De lo hasta ahora revelado, yace evidente que no es acertada la tesis del demandante consistente en que el fallador se sustentó, exclusivamente, en el testimonio de Celsa Soraya Flórez Cortés, sino que, esgrimió esa declaración junto con los demás elementos de conocimiento reseñados y su valoración en conjunto, de donde emanó la senda fáctica que fundamentó la decisión en contra de Raumith Emilio Fula Castilla.

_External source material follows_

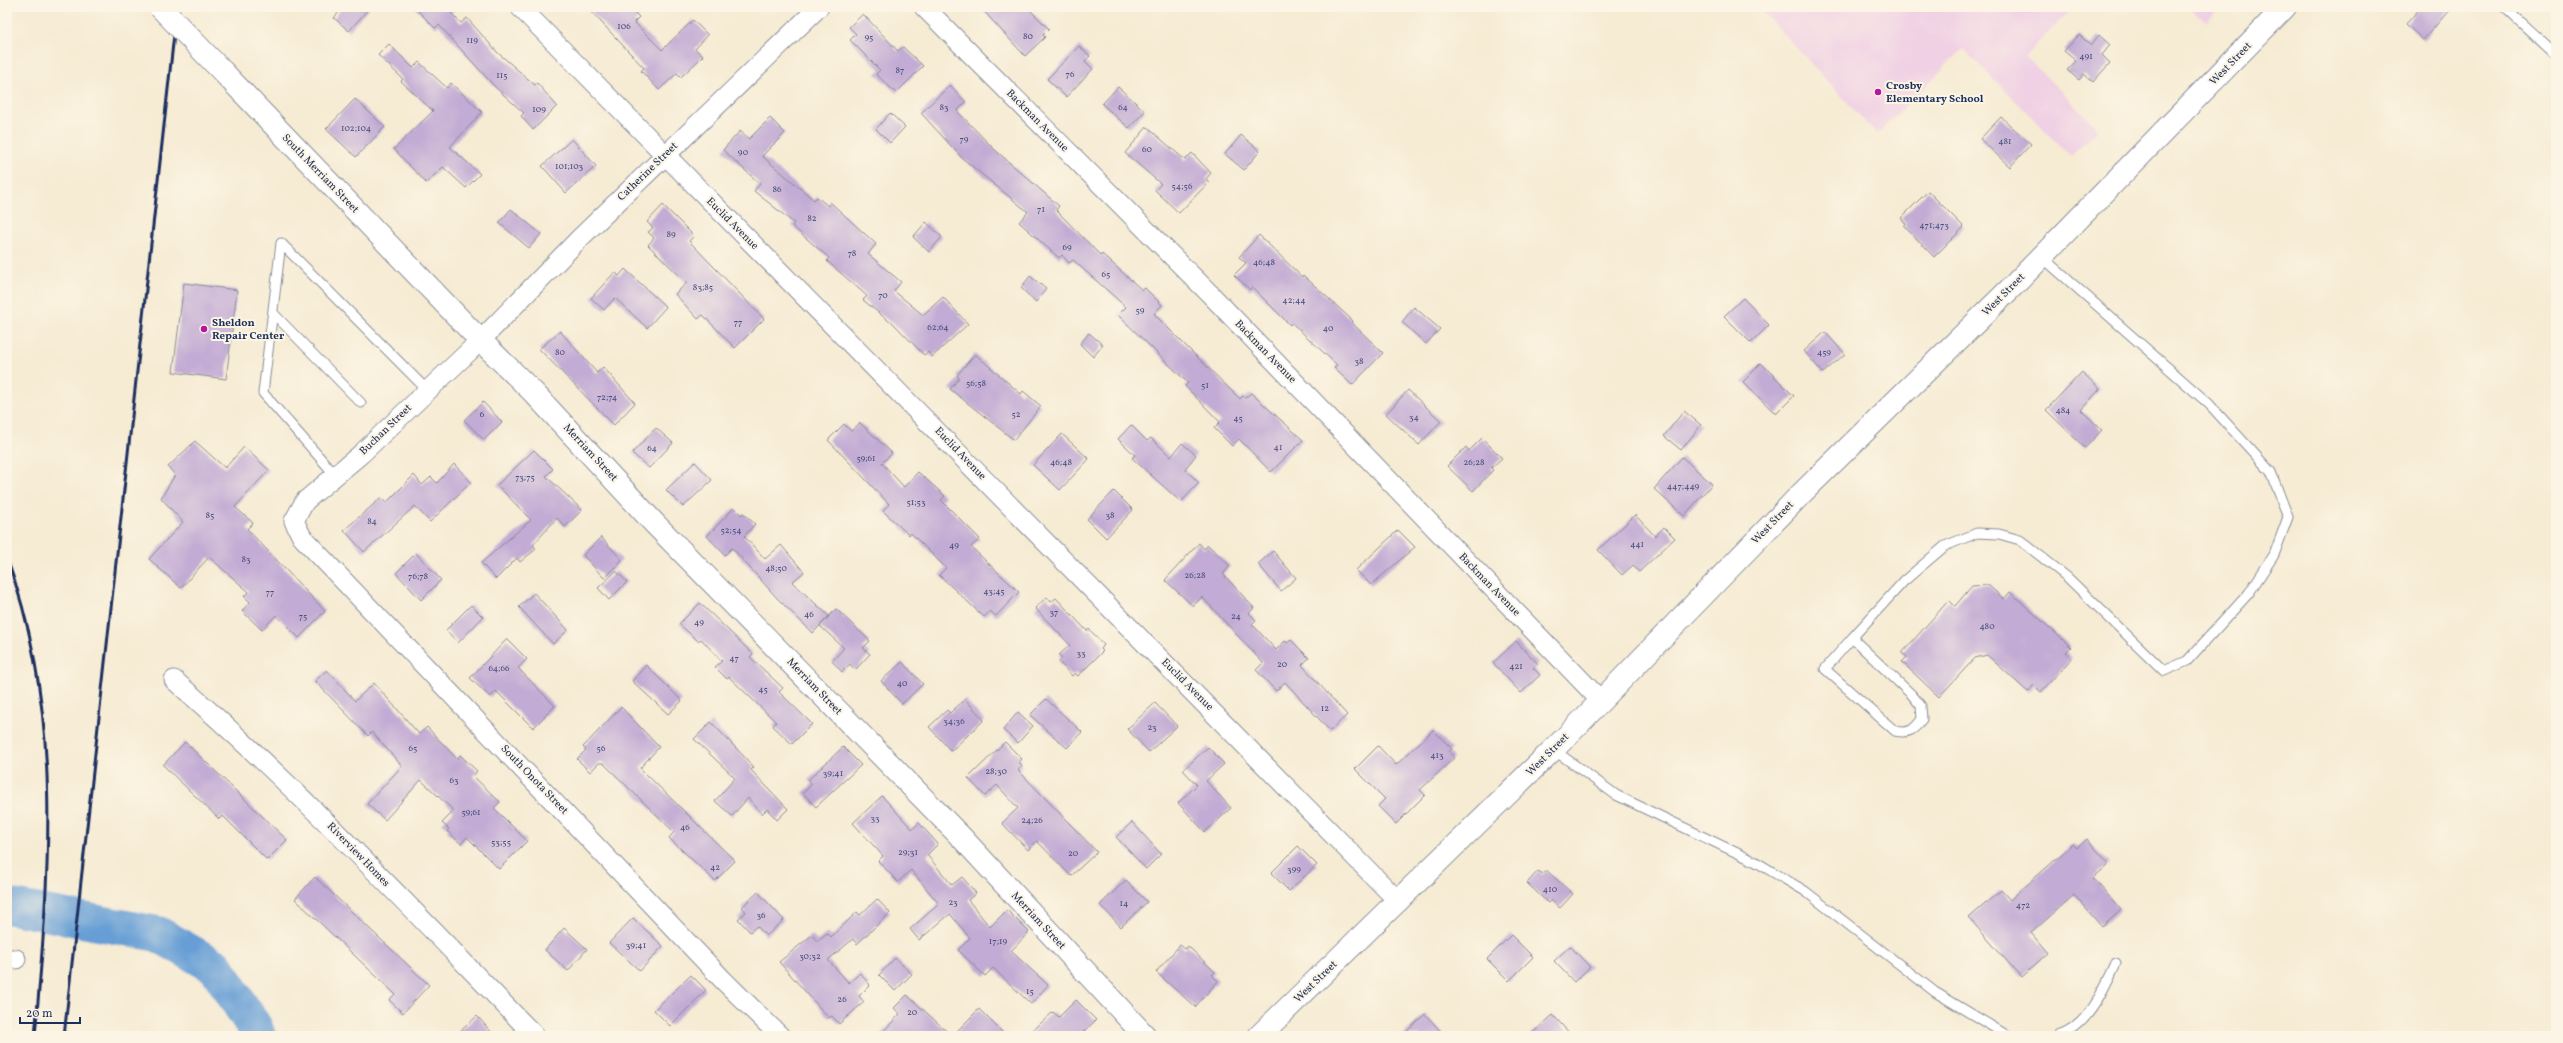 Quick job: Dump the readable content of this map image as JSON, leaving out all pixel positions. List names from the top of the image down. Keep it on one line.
{"streets":{"street":["West Street","Backman Avenue","Catherine Street","South Merriam Street","Euclid Avenue","Buchan Street","Merriam Street","South Onota Street","Riverview Homes"]},"crossings":[["West Street","Backman Avenue"],["West Street","Euclid Avenue"],["Catherine Street","South Merriam Street"],["Catherine Street","Euclid Avenue"],["Catherine Street","Buchan Street"],["Catherine Street","Merriam Street"],["South Merriam Street","Buchan Street"],["South Merriam Street","Merriam Street"],["Buchan Street","Merriam Street"],["Buchan Street","South Onota Street"]],"places":["Crosby Elementary School","Sheldon Repair Center"],"house_numbers":["106","80","95","119","491","87","76","115","83","64","109","102;104","79","481","60","90","101;103","54;56","86","71","82","471;473","89","69","78","46;48","65","83;85","70","42;44","59","77","62;64","40","80","459","38","56;58","51","72;74","484","6","52","34","45","41","64","59;61","46;48","26;28","73;75","447;449","51;53","85","38","84","52;54","441","49","83","48;50","26;28","76;78","43;45","77","37","46","75","24","49","480","33","47","20","421","64;66","40","45","12","34;36","23","65","56","413","28;30","39;41","63","59;61","33","24;26","46","53;55","29;31","20","42","399","410","23","14","472","36","17;19","39;41","30;32","15","26","20"],"scale_bar":"20 m"} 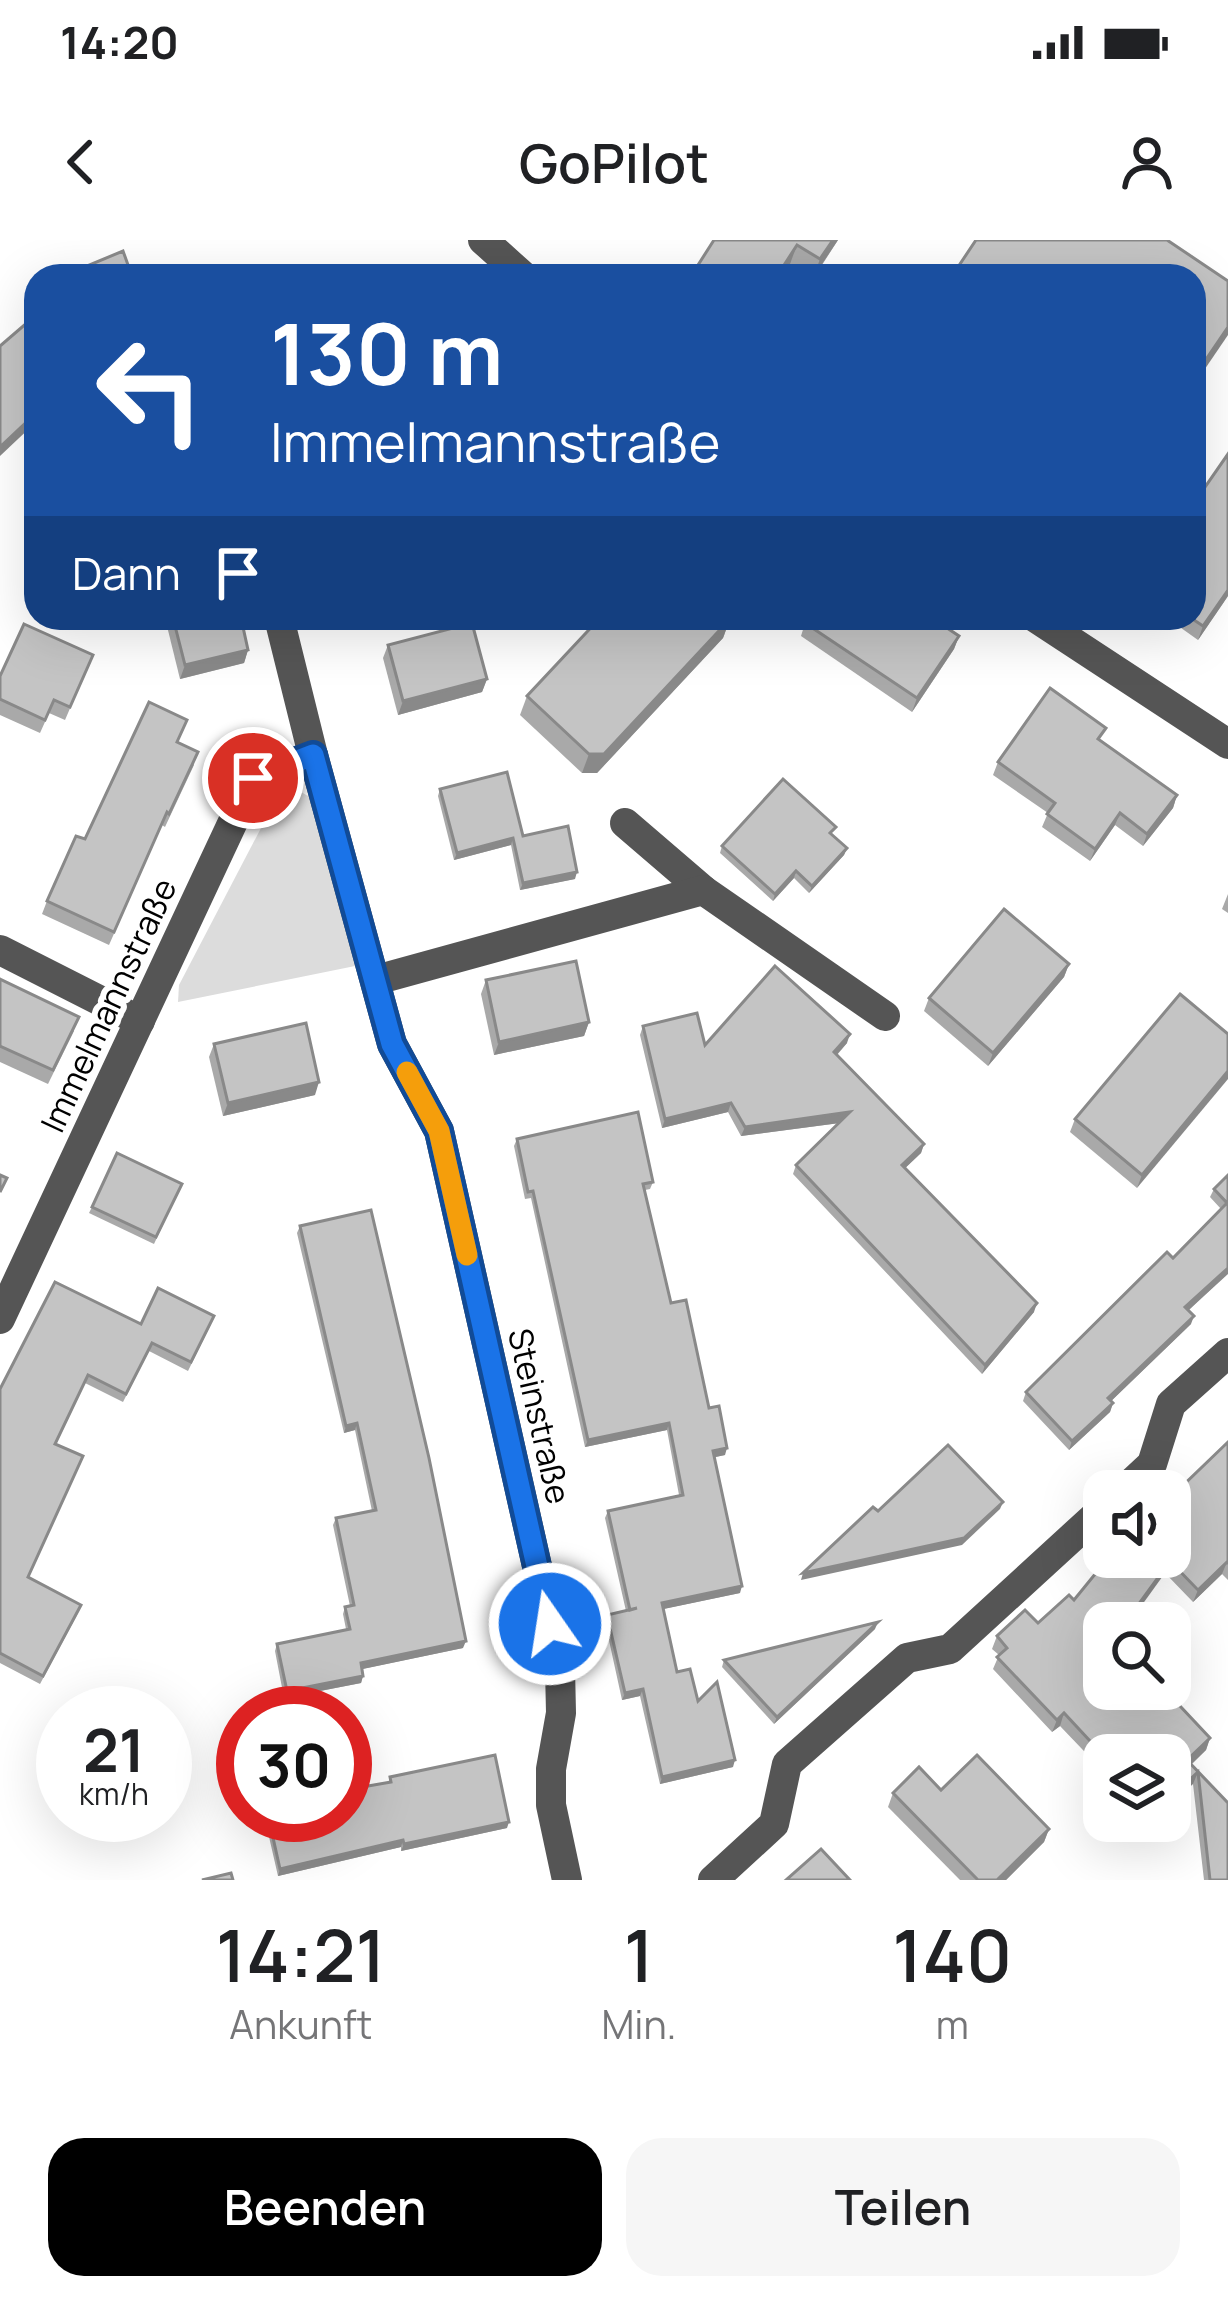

Sin embargo, al respecto, nada expuso el recurrente, en orden a desvirtuar las proposiciones que apoyaron la condena, sino que se limitó a poner de presente la sentencia, adjunta a la demanda, con absoluta ausencia de demostración e incidencia, pero además, conforme a lo revelado, sin la aptitud de erigirse como prueba novedosa que, de manera efectiva, inquietara la declaración de verdad precisada en las providencias.
Además, la aseveración alusiva a que los funcionarios de policía judicial insinuaron la versión de Celsa Soraya Flórez Cortés, es una simple afirmación suelta sin soporte y totalmente carente de demostración.
En conclusión, queda claro que la valoración del citado testimonio junto con las demás probanzas allegadas fueron razones suficientes para motivar la sentencia condenatoria en contra de Raumith Emilio Fula Castilla por el delito de homicidio agravado.
(ii) Dígase también que, la declaración de Javier Donaldo Maestre Amaya no es inédita, como quiera que esa persona rindió testimonio en la actuación objeto de análisis, en donde, de forma expresa, afirmó que «se enteró de los hechos por terceras personas», de tal manera que no es cierto que su versión sea novedosa.
Asimismo, su postulación carece de estructura y desarrollo, pues, el profesional, simplemente se conforma con su enunciación, sin la más mínima entidad para debilitar las bases fácticas que edifican la condena; aunado a ello, en esta instancia no es procedente pretender prolongar el debate probatorio porque el proceso judicial ya finalizó y se encuentra amparado por el efecto de la cosa juzgada.
Siendo lo anterior así, es indiscutible que el abogado no logra acreditar la configuración de la causal evocada derivada de prescindir de medios de conocimiento que, por su estrecha relación con el caso, tenían la virtualidad de modificar los supuestos de hecho que sirvieron de fundamento a la decisión cuestionada, en evidente abuso del derecho de acudir a la jurisdicción y en detrimento de la administración de justicia, pues, se insiste, la discrepancia que se formula fue, en su oportunidad, considerada por los falladores.
Por todo lo anterior, como quiera que la demanda no satisface los requerimientos normativos mínimos para su admisibilidad, la desestimación de la misma resulta incuestionable.
En mérito de lo expuesto, la Corte Suprema de Justicia, Sala de Casación Penal, administrando justicia en nombre de la República y por autoridad de la ley,
RESUELVE
Primero. Inadmitir la demanda de revisión presentada a favor de Raumith Emilio Fula Castilla, por conducto de apoderado judicial.
Segundo. Contra esta decisión procede el recurso de reposición.
NOTIFÍQUESE Y CÚMPLASE
LUIS ANTONIO HERNÁNDEZ BARBOSA
Presidente
JOSÉ FRANCISCO ACUÑA VIZCAYA
JOSÉ LUIS BARCELÓ CAMACHO
FERNANDO ALBERTO CASTRO CABALLERO
EUGENIO FERNÁNDEZ CARLIER
EYDER PATIÑO CABRERA
PATRICIA SALAZAR CUÉLLAR
LUIS GUILLERMO SALAZAR OTERO
NUBIA YOLANDA NOVA GARCÍA
Secretaria
1 CSJ AP, 28 nov. 2012, rad. 39222.
2 Folio 23 cuaderno de la Corte, Sentencia del Juzgado Cuarto Penal del Circuito de Valledupar del 27 de septiembre de 2010.